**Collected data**
+ + + +

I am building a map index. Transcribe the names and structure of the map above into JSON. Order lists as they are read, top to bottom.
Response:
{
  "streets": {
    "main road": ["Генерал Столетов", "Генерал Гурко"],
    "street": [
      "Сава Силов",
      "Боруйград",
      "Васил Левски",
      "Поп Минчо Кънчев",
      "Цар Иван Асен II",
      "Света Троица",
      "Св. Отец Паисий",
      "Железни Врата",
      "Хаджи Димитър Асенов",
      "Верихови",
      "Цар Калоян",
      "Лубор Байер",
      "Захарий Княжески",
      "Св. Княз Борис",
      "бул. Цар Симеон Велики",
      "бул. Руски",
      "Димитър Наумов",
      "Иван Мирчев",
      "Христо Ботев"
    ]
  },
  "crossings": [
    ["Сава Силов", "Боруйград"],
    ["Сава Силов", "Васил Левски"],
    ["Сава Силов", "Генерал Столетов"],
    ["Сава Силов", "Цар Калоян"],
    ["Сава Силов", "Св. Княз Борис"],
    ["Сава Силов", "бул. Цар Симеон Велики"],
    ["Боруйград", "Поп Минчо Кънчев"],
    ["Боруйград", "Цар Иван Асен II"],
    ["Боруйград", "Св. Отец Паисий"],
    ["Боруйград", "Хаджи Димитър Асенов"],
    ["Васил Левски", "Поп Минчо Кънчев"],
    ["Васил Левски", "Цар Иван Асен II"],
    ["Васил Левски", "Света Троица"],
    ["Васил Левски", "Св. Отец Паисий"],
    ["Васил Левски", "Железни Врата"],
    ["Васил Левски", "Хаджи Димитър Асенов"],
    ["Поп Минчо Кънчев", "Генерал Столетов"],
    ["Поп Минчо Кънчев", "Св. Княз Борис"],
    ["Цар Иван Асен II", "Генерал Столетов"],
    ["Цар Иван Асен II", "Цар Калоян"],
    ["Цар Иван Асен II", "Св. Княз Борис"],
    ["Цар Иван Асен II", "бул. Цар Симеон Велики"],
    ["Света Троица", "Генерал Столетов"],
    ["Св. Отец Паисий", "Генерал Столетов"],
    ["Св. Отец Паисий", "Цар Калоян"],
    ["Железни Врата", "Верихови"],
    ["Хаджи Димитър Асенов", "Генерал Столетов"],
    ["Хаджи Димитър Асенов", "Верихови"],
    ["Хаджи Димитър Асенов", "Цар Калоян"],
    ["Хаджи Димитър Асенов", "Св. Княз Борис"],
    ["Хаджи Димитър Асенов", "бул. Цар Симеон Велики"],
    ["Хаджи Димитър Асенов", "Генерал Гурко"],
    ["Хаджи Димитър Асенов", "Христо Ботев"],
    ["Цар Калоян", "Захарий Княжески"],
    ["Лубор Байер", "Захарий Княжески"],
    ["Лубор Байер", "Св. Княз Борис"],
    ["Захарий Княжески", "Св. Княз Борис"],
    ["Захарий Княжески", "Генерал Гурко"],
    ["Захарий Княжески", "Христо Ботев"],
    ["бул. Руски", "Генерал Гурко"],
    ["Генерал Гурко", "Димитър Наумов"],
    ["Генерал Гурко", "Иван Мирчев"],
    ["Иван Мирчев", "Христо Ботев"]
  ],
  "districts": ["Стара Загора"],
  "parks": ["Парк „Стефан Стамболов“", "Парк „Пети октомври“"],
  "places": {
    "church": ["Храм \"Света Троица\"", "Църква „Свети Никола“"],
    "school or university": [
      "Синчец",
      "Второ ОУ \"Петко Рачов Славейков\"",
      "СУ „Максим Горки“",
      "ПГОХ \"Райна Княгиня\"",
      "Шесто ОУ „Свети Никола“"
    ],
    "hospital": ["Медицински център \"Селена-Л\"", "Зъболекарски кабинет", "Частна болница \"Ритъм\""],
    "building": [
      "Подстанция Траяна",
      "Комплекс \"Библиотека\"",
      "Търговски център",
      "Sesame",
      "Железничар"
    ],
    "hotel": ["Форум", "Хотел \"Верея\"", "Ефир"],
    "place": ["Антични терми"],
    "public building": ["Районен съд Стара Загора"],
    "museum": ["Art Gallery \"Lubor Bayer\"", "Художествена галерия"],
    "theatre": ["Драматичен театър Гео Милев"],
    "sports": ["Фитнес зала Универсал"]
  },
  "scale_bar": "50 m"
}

+ + + +

**Problem statement**
From the records above, extract every line exactly as it stands.

**Response to the task**
I am building a map index. Transcribe the names and structure of the map above into JSON. Order lists as they are read, top to bottom.
Response:
{
  "streets": {
    "main road": ["Генерал Столетов", "Генерал Гурко"],
    "street": [
      "Сава Силов",
      "Боруйград",
      "Васил Левски",
      "Поп Минчо Кънчев",
      "Цар Иван Асен II",
      "Света Троица",
      "Св. Отец Паисий",
      "Железни Врата",
      "Хаджи Димитър Асенов",
      "Верихови",
      "Цар Калоян",
      "Лубор Байер",
      "Захарий Княжески",
      "Св. Княз Борис",
      "бул. Цар Симеон Велики",
      "бул. Руски",
      "Димитър Наумов",
      "Иван Мирчев",
      "Христо Ботев"
    ]
  },
  "crossings": [
    ["Сава Силов", "Боруйград"],
    ["Сава Силов", "Васил Левски"],
    ["Сава Силов", "Генерал Столетов"],
    ["Сава Силов", "Цар Калоян"],
    ["Сава Силов", "Св. Княз Борис"],
    ["Сава Силов", "бул. Цар Симеон Велики"],
    ["Боруйград", "Поп Минчо Кънчев"],
    ["Боруйград", "Цар Иван Асен II"],
    ["Боруйград", "Св. Отец Паисий"],
    ["Боруйград", "Хаджи Димитър Асенов"],
    ["Васил Левски", "Поп Минчо Кънчев"],
    ["Васил Левски", "Цар Иван Асен II"],
    ["Васил Левски", "Света Троица"],
    ["Васил Левски", "Св. Отец Паисий"],
    ["Васил Левски", "Железни Врата"],
    ["Васил Левски", "Хаджи Димитър Асенов"],
    ["Поп Минчо Кънчев", "Генерал Столетов"],
    ["Поп Минчо Кънчев", "Св. Княз Борис"],
    ["Цар Иван Асен II", "Генерал Столетов"],
    ["Цар Иван Асен II", "Цар Калоян"],
    ["Цар Иван Асен II", "Св. Княз Борис"],
    ["Цар Иван Асен II", "бул. Цар Симеон Велики"],
    ["Света Троица", "Генерал Столетов"],
    ["Св. Отец Паисий", "Генерал Столетов"],
    ["Св. Отец Паисий", "Цар Калоян"],
    ["Железни Врата", "Верихови"],
    ["Хаджи Димитър Асенов", "Генерал Столетов"],
    ["Хаджи Димитър Асенов", "Верихови"],
    ["Хаджи Димитър Асенов", "Цар Калоян"],
    ["Хаджи Димитър Асенов", "Св. Княз Борис"],
    ["Хаджи Димитър Асенов", "бул. Цар Симеон Велики"],
    ["Хаджи Димитър Асенов", "Генерал Гурко"],
    ["Хаджи Димитър Асенов", "Христо Ботев"],
    ["Цар Калоян", "Захарий Княжески"],
    ["Лубор Байер", "Захарий Княжески"],
    ["Лубор Байер", "Св. Княз Борис"],
    ["Захарий Княжески", "Св. Княз Борис"],
    ["Захарий Княжески", "Генерал Гурко"],
    ["Захарий Княжески", "Христо Ботев"],
    ["бул. Руски", "Генерал Гурко"],
    ["Генерал Гурко", "Димитър Наумов"],
    ["Генерал Гурко", "Иван Мирчев"],
    ["Иван Мирчев", "Христо Ботев"]
  ],
  "districts": ["Стара Загора"],
  "parks": ["Парк „Стефан Стамболов“", "Парк „Пети октомври“"],
  "places": {
    "church": ["Храм \"Света Троица\"", "Църква „Свети Никола“"],
    "school or university": [
      "Синчец",
      "Второ ОУ \"Петко Рачов Славейков\"",
      "СУ „Максим Горки“",
      "ПГОХ \"Райна Княгиня\"",
      "Шесто ОУ „Свети Никола“"
    ],
    "hospital": ["Медицински център \"Селена-Л\"", "Зъболекарски кабинет", "Частна болница \"Ритъм\""],
    "building": [
      "Подстанция Траяна",
      "Комплекс \"Библиотека\"",
      "Търговски център",
      "Sesame",
      "Железничар"
    ],
    "hotel": ["Форум", "Хотел \"Верея\"", "Ефир"],
    "place": ["Антични терми"],
    "public building": ["Районен съд Стара Загора"],
    "museum": ["Art Gallery \"Lubor Bayer\"", "Художествена галерия"],
    "theatre": ["Драматичен театър Гео Милев"],
    "sports": ["Фитнес зала Универсал"]
  },
  "scale_bar": "50 m"
}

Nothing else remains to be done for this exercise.